Sou uma pediatra contadora de histórias. Na UTI, participo de forma ativa ou  curiosa, de algumas trajetórias. Eu observo cada internação como uma história compartilhada, parte minha, parte de quem se aloja em cada leito de hospital. Nessa troca de cuidados e experiências, minha participação é também de contar uma história, que vai além de diagnósticos e tratamentos. A criança internada nunca está sozinha, tem consigo a sua família, seus brinquedos e emoções. Na UTI, ela está longe de casa, conhece uma nova rotina, escuta novas palavras e novos sons. Para a criança, a memória daquele período deve ser amenizada com todos os esforços. Contamos mentirinhas sinceras, prometemos e cumprimos o impossível, provocamos, sem intenção, choro, mas buscamos a boa risada.

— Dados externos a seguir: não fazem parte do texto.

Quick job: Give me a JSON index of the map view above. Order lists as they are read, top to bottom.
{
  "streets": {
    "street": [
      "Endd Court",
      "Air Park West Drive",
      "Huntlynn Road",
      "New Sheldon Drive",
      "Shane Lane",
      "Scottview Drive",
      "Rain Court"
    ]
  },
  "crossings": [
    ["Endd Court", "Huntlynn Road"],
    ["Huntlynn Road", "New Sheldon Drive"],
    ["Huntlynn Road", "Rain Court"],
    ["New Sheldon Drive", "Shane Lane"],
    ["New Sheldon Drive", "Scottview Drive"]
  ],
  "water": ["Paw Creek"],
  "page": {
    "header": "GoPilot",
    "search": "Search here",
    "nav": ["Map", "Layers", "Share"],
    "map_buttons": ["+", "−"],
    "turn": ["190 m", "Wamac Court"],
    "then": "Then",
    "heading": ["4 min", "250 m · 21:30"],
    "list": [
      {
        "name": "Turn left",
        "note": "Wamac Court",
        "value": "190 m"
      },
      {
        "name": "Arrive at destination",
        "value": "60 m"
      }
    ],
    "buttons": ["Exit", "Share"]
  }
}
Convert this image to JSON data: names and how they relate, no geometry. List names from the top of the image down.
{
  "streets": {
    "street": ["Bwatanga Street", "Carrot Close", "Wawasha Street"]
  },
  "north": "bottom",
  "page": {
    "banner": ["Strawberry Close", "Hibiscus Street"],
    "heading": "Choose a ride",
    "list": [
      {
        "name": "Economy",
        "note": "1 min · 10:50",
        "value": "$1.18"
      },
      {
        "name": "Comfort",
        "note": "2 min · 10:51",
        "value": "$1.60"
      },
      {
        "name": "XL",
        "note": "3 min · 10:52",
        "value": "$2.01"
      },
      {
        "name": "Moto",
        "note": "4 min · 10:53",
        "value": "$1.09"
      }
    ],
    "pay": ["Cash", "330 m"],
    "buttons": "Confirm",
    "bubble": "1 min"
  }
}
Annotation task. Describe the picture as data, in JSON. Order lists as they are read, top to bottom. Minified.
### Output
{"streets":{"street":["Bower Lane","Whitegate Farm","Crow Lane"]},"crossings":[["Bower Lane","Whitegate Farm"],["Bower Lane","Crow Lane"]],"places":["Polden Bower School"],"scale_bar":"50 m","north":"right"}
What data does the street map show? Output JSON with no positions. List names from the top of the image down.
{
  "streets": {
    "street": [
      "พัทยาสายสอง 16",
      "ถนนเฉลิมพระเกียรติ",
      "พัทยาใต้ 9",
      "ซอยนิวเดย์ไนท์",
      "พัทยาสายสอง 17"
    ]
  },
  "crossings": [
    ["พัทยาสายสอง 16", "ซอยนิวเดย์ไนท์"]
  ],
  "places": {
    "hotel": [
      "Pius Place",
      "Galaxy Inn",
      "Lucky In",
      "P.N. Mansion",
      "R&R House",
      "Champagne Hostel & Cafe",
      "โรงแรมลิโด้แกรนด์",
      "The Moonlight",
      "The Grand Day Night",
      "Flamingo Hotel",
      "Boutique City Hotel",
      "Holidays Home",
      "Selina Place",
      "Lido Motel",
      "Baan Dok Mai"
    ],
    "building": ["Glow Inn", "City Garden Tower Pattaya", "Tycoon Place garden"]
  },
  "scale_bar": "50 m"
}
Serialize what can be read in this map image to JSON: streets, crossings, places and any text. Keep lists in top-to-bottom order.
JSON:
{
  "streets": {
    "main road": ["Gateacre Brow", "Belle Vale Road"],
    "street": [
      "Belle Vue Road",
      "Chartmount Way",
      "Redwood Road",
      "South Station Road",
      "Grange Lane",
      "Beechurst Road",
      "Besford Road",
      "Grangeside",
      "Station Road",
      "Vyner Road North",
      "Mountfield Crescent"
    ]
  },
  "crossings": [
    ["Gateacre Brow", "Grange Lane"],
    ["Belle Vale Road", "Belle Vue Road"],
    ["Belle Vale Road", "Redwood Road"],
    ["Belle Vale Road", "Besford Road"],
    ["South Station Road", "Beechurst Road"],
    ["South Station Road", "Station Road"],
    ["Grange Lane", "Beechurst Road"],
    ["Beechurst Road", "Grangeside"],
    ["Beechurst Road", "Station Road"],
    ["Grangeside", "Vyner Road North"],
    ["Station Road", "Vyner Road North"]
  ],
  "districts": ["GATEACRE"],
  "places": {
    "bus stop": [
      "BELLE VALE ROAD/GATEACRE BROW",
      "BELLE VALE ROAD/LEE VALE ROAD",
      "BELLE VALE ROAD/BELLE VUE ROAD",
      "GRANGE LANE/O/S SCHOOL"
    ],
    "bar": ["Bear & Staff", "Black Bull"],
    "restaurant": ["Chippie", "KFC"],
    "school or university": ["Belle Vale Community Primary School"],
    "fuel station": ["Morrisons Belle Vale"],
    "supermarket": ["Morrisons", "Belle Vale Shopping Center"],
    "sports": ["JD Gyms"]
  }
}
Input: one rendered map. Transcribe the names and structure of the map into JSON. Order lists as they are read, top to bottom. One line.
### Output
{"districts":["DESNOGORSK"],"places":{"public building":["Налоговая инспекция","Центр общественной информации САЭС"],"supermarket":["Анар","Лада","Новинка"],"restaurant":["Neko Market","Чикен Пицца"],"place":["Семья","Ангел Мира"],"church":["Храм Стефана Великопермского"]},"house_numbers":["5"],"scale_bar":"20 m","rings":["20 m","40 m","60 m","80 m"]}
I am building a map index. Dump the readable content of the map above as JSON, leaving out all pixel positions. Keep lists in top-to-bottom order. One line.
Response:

Quando comecei a fotografar crianças na UTI, no final de 2018, a ideia era apenas enfeitar uma parede com fotos natalinas de quem estava naquele ambiente tão pouco festivo. Pais e crianças se viram naquele mural e souberam de outras histórias e milagres natalinos ali, tão próximos. Eles, que estavam longe de suas famílias, compartilhavam a mesma tristeza e otimismo possível.

No ano seguinte, enfeitei a UTI com fotos de Carnaval, Páscoa, Dia das Mães e todas as datas comemorativas posteriores, com a intenção e significado que cada uma exigia.  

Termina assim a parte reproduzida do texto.